§ **What is required**
All lines in the records that carry the string "building" are to be shown.

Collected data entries
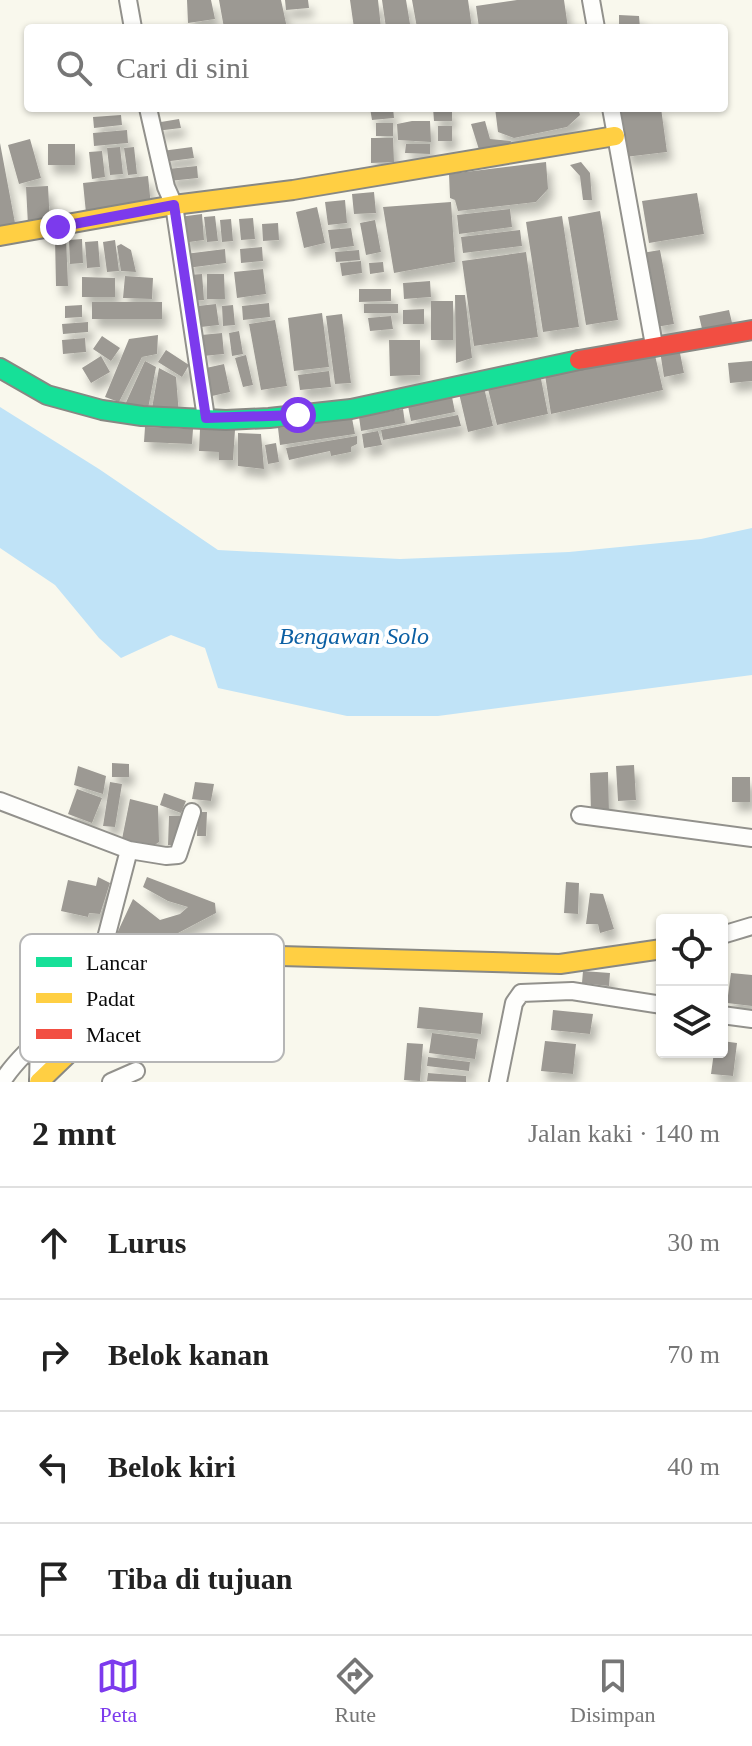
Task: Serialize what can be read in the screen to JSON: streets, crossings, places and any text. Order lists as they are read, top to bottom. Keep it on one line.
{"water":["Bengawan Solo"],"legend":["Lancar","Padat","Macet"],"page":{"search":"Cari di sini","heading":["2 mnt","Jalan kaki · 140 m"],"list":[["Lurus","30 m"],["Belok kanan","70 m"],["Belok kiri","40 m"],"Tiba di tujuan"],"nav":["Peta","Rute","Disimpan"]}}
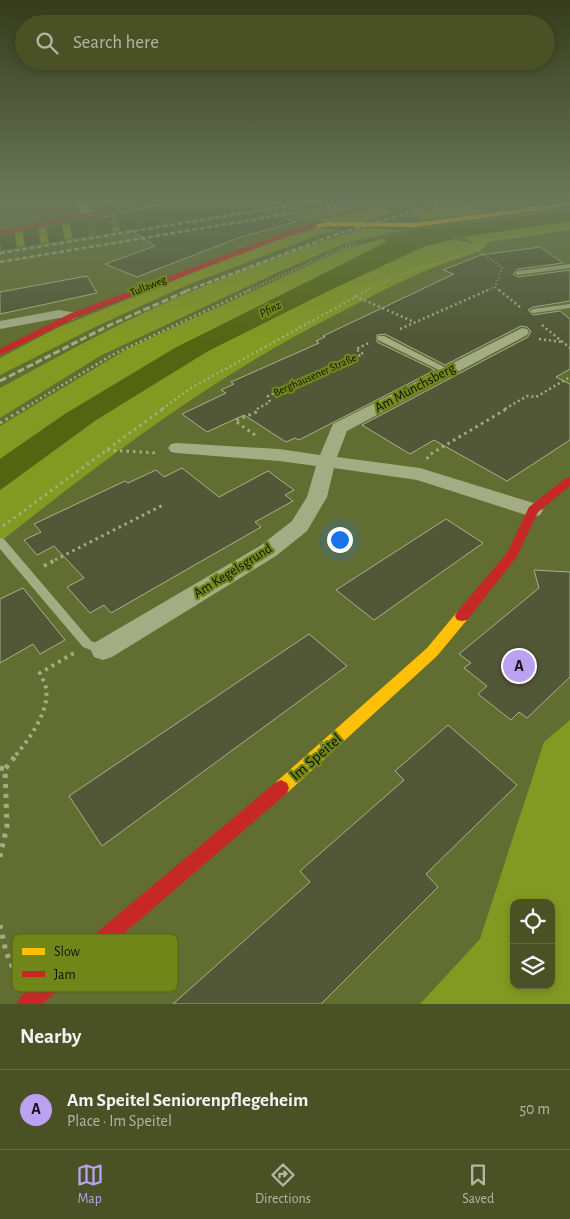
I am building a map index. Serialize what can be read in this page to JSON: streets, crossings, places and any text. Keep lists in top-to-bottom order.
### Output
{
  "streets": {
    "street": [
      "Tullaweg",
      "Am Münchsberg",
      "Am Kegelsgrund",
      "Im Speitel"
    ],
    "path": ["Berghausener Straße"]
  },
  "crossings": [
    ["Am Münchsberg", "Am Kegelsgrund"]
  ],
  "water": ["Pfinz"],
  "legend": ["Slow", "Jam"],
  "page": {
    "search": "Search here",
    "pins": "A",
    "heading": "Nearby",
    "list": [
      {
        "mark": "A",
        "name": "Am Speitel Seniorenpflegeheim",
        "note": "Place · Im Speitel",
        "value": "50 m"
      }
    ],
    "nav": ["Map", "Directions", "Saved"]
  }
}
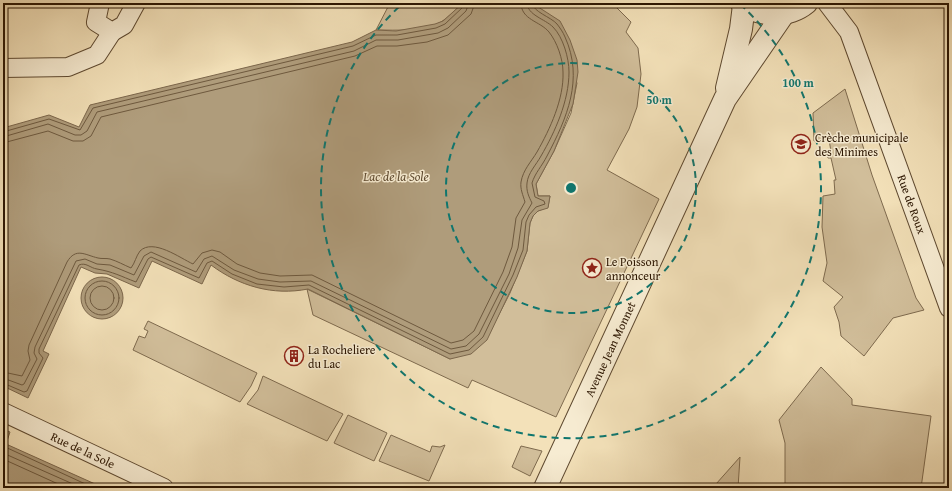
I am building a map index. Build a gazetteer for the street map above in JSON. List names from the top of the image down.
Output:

§ **Result for this task**
I am building a map index. Serialize what can be read in this page to JSON: streets, crossings, places and any text. Keep lists in top-to-bottom order.
I am building a map index. Build a gazetteer for the street map above in JSON. List names from the top of the image down.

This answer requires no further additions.